Classical Mechanics

Classical Mechanics is the study of bodies in motion. Most of this study is built on work done by Isaac Newton.

  • Newton’s first law of motion
  • Newton’s second law of motion
  • Newton’s Third law of motion
  • Newton’s Law of Universal Gravitation
  • Conservation of Energy
  • Conservation of Momentum
  • Bernoulli’s Principle

Newton’s First Law carries the idea that a body in motion tends to stay in motion a body at rest tends to stay at rest. Twist your mind just a little bit and tell yourself that v=o is a velocity. This law hold true in the absence of a cause for acceleration, which brings us to the next law…

Newton’s Second Law relates Force and Acceleration. Acceleration may be caused by a gravitational attraction between two bodies (such as a planet and a spaceship). Acceleration may also be caused when an engine fires a stream of exhaust in the direction opposite to the desired direction of travel. The idea here is found in the overlap between this law (the second law) and the third which is introduced in the next topic and also the idea after that, Newton’s Law of Universal Gravitation.

The idea of Force comes into play when something else puts a force on an object, and the calculation to determine the acceleration requires that we know the mass of the object–more mass means less acceleration for a given Force.

Newton’s Third Law is usually stated as “for every action there is a reaction of equal magnitude in the opposite direction, and the actions and reactions are forces. Again, the idea of the the rocket exhaust moving in one direction and the rocket moving in the other.

Newton’s Law of Universal Gravitation makes use of Newton’s second law. There is a force brought about by the masses of two objects, and Force on a mass results in acceleration, which changes the velocity which otherwise would remain constant (as stated in the First Law).

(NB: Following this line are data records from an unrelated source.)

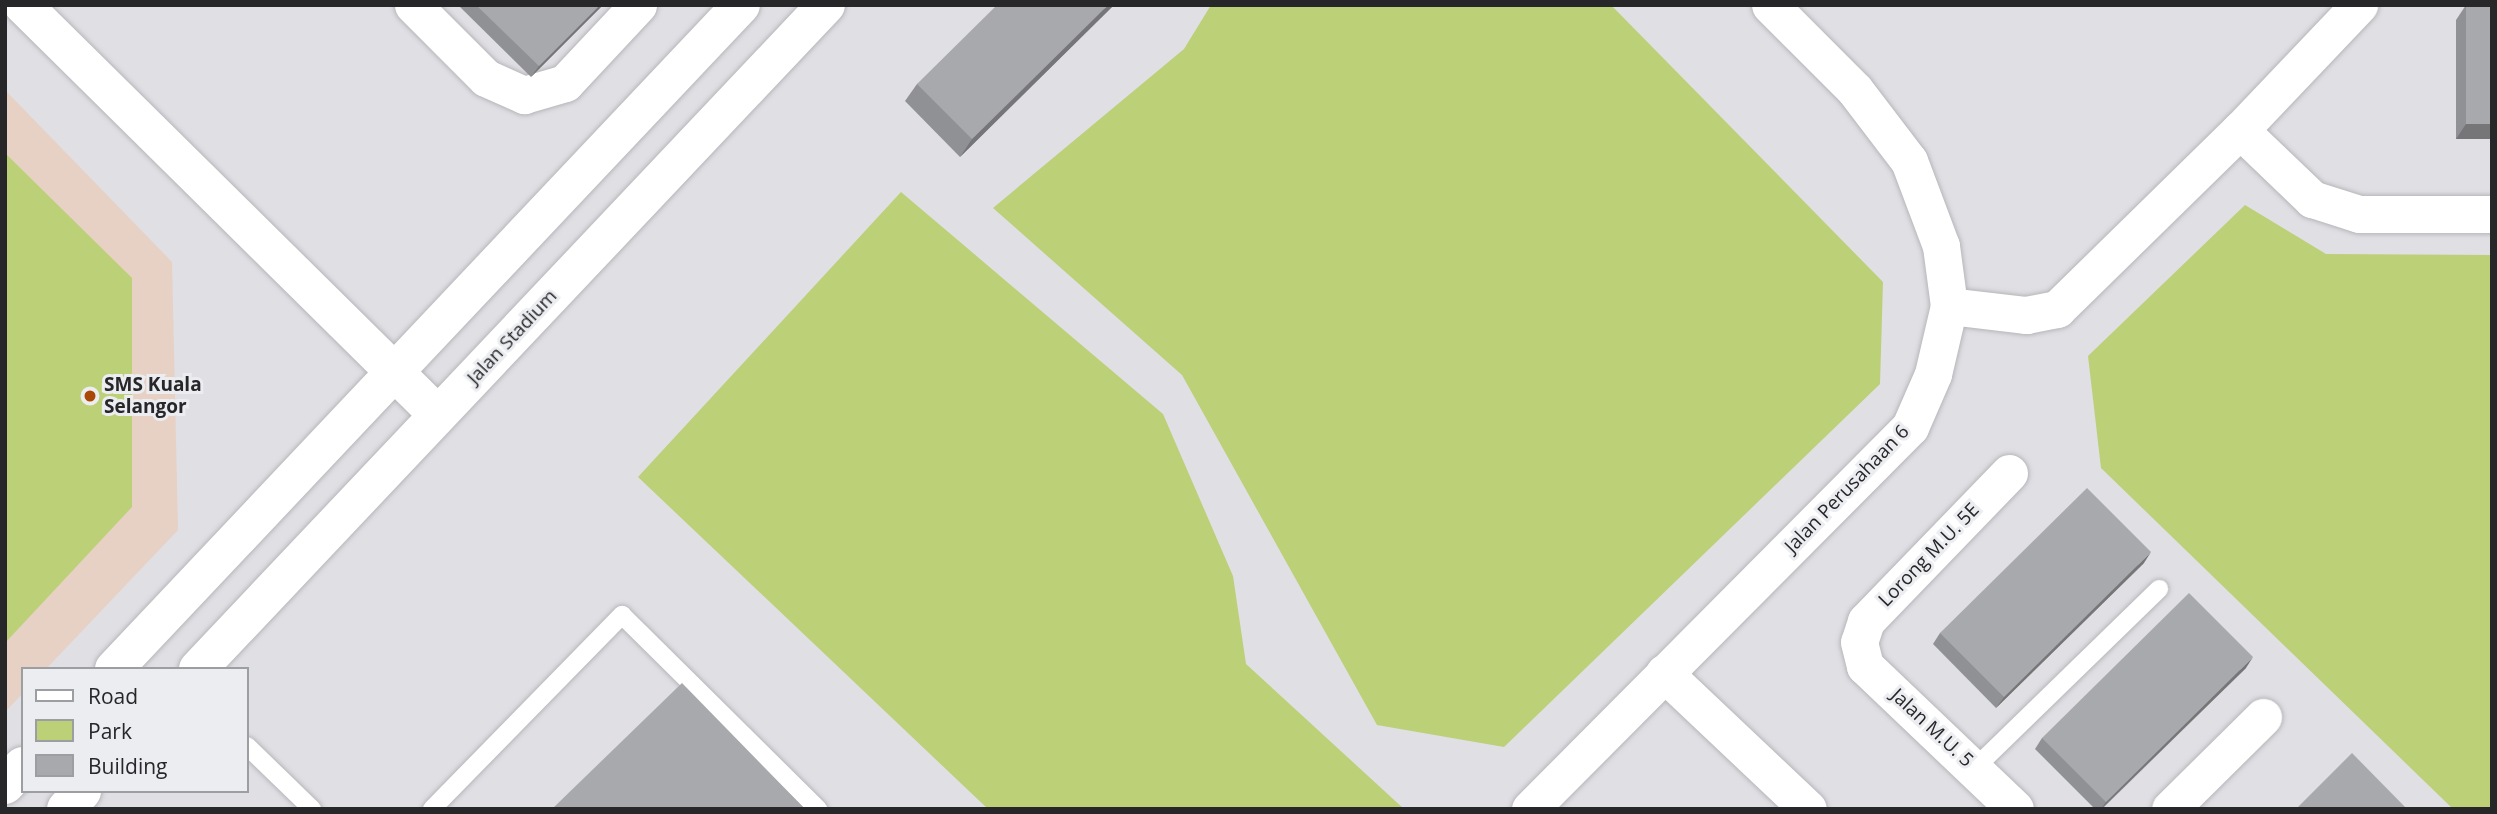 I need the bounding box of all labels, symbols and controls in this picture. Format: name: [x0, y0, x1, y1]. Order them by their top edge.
street label: Jalan Stadium: [462, 285, 562, 389]
place label: SMS Kuala Selangor: [104, 374, 202, 418]
marker: SMS Kuala Selangor: [82, 388, 98, 404]
street label: Jalan Perusahaan 6: [1780, 420, 1914, 558]
street label: Lorong M.U. 5E: [1874, 499, 1984, 611]
legend: [21, 667, 248, 793]
text: Road: [88, 682, 138, 710]
street label: Jalan M.U. 5: [1886, 684, 1978, 772]
text: Park: [88, 717, 132, 745]
text: Building: [88, 752, 167, 780]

Conservation of Energy carries with it the idea that we don’t get something from nothing. It also means we are ignoring Forces of Dissipation such as Surface Friction and Wind Resistance. We are better off discussing position, velocity and acceleration for an object in space, where forces of dissipation are negligible. When driving a car on a highway, pressing on the accelerator (the gas pedal) results in acceleration until the resistance force, partially wind resistance but mostly friction from the tires on the road, provides a force equal to the force caused by pressing on the accelerator, and then velocity becomes constant.

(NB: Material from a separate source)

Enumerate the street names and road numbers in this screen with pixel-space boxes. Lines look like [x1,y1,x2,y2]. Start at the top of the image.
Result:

Conservation of Momentum is why it’s really bad for a person weighing 50 kg to be hit by a forklift weighing 2500 kg moving at a velocity of 20 kph. Assuming perfect transferal of momentum, that person goes flying at a velocity of 1,000 kph. That is faster than the speed of sound.

Bernoulli’s Principle relates an increase in fluid speed to a loss in either pressure or potential energy. We can think of Bernoulli’s Principle as being a specific example of Conservation of Energy.